I wszystko byloby ok., gdyby… najpierw pani dr od noworodkow zauwazyla na szyjce Jasia babla z plynem, zrobila wymaz i mielismy czekac, na drugi dzien doszla zoltaczka i fototerapia. Jednoczesnie Jas dostal antybiotyk profilaktycznie (biedaczek miał w glowke wbity wenflon i serce mi się krajalo jak to widzialam), żeby się pod lampami nie rozbabral ten babel…. Niestety babel okazal się grobkowcem zlocistym…. wylam jak bobr i nie wiedzialam kiedy będzie można zabrac malego do domu. Mnie już wypisali ze szpitala ale nie moglam zostawic tam Jasia samego, wiec zostalam z nim na tzw. „hotelu”.

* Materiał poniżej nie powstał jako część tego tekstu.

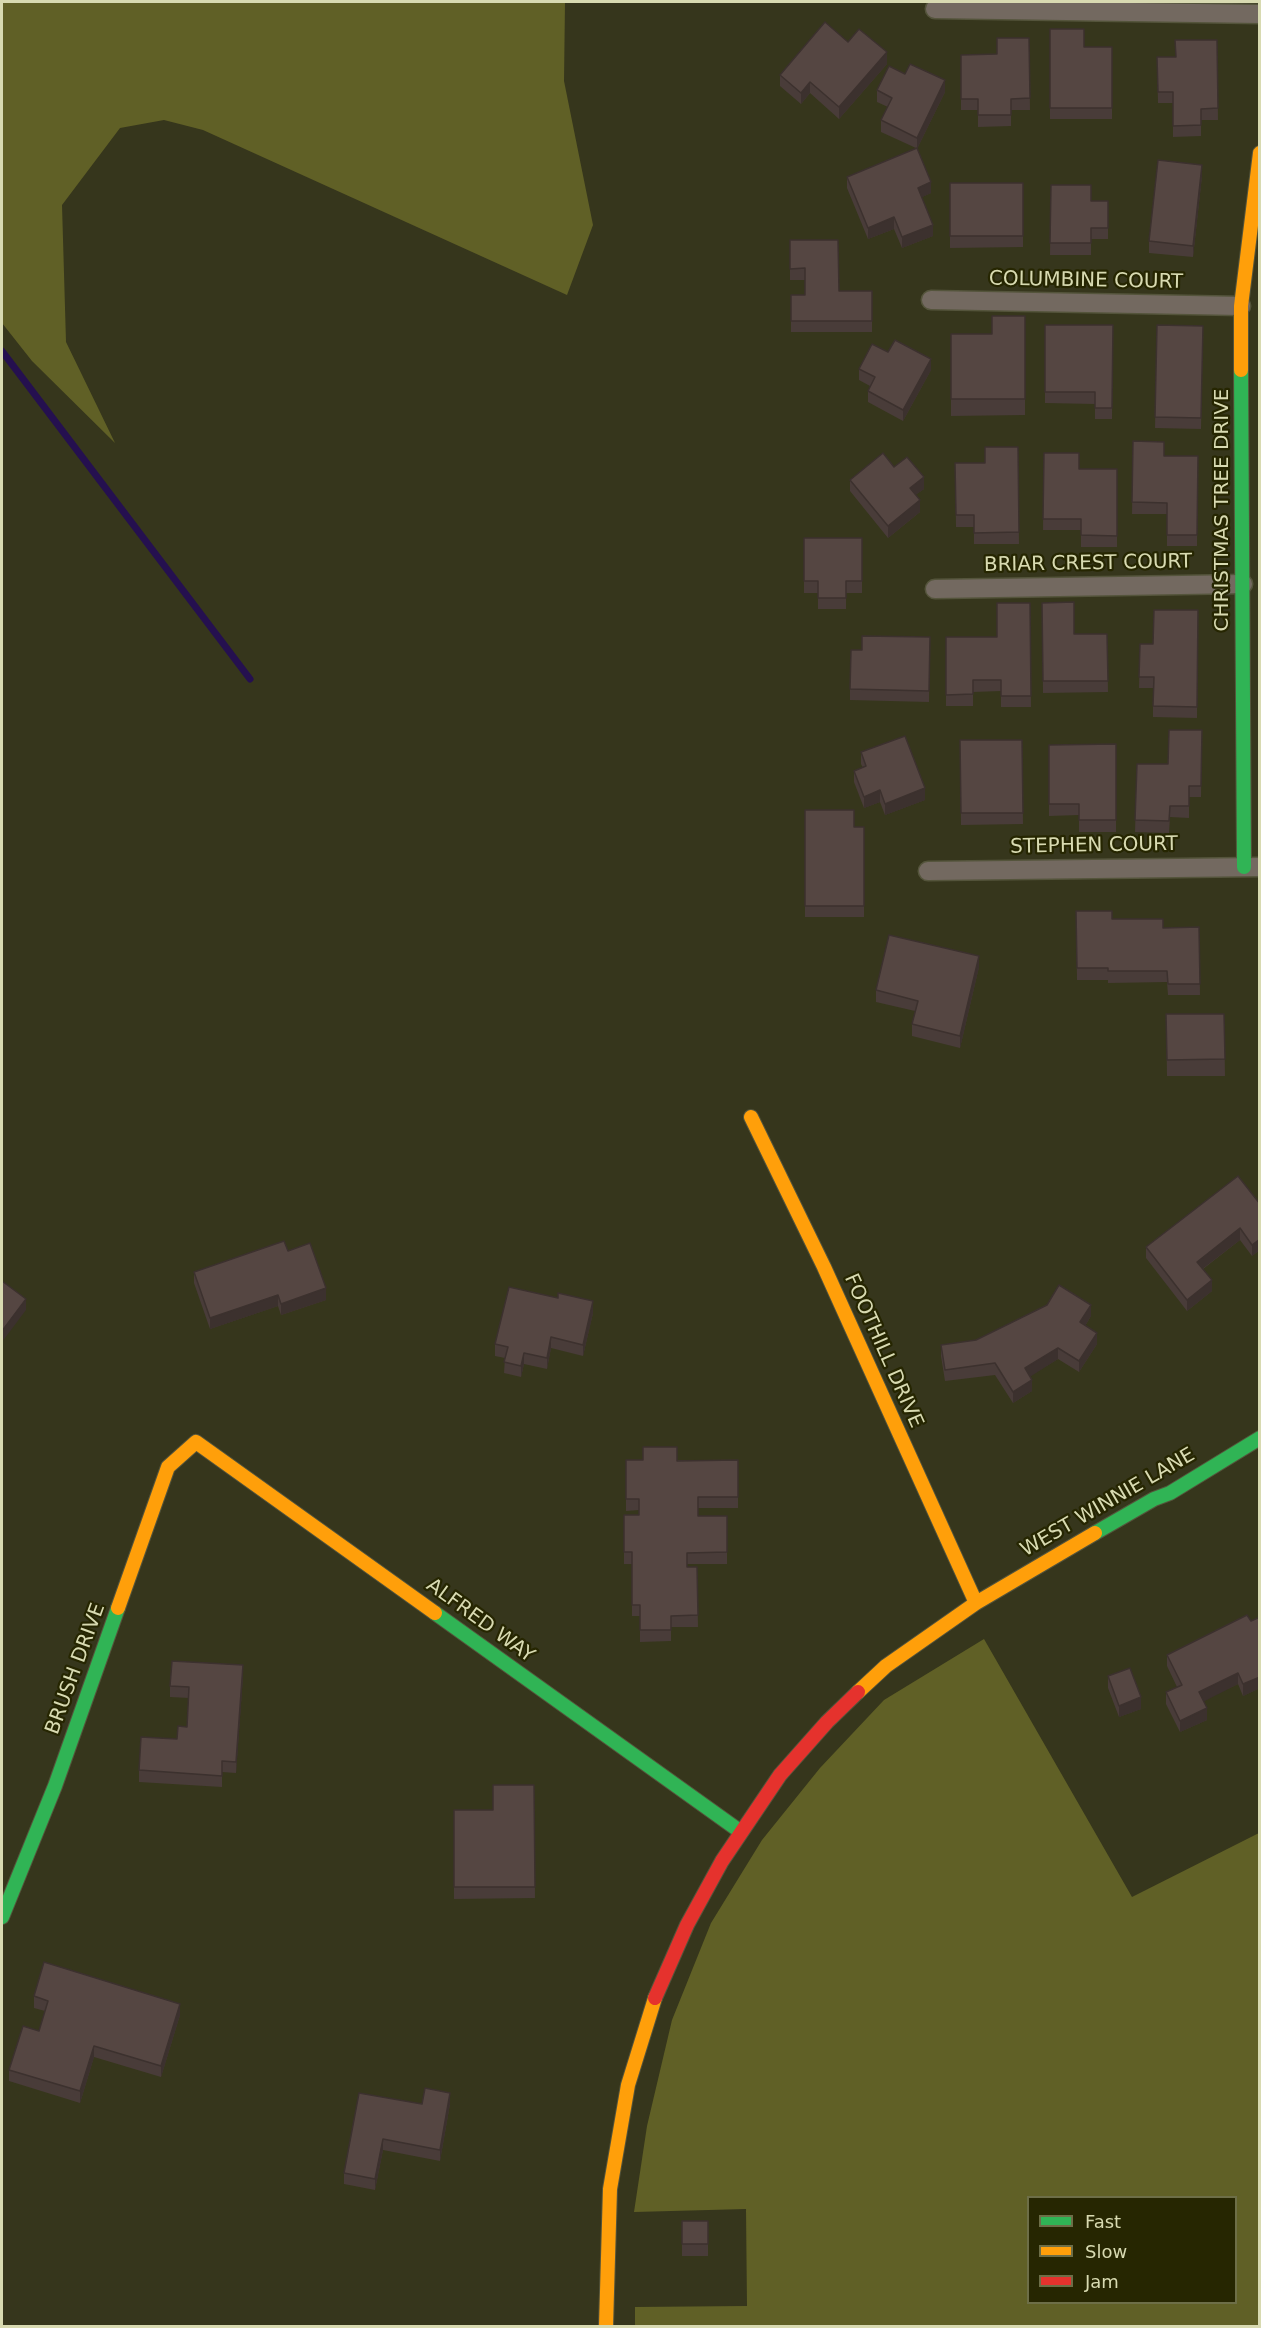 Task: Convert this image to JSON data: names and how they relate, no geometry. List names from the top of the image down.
{
  "streets": {
    "street": [
      "COLUMBINE COURT",
      "CHRISTMAS TREE DRIVE",
      "BRIAR CREST COURT",
      "STEPHEN COURT",
      "FOOTHILL DRIVE",
      "WEST WINNIE LANE",
      "ALFRED WAY",
      "BRUSH DRIVE"
    ]
  },
  "crossings": [
    ["COLUMBINE COURT", "CHRISTMAS TREE DRIVE"],
    ["CHRISTMAS TREE DRIVE", "BRIAR CREST COURT"],
    ["CHRISTMAS TREE DRIVE", "STEPHEN COURT"],
    ["FOOTHILL DRIVE", "WEST WINNIE LANE"],
    ["WEST WINNIE LANE", "ALFRED WAY"],
    ["ALFRED WAY", "BRUSH DRIVE"]
  ],
  "legend": ["Fast", "Slow", "Jam"]
}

Teraz już jestesmy w domku i dochodzimy do siebie. Jasiulec nawet ladnie spi, tylko te upalu dobijaja i jego i mnie.
Pozdrawiam serdecznie
Ewa juz z Jasiem (09.07.2003)
2 odpowiedzi na pytanie: Moja cesarka
Re: Moja cesarka
Gratuluje Jasiulca!!!!
Dobrze ze juz wszystko dobrze i jestescie w domku 🙂
Zycze zdrowka i samych usmiechow
pozdrowka
Ania i wrzesniowa corcia 26.09.03
Re: Moja cesarka
No to macie małego Raczka! I to z 9 lipca tak jak ja! GRATULACJE!!!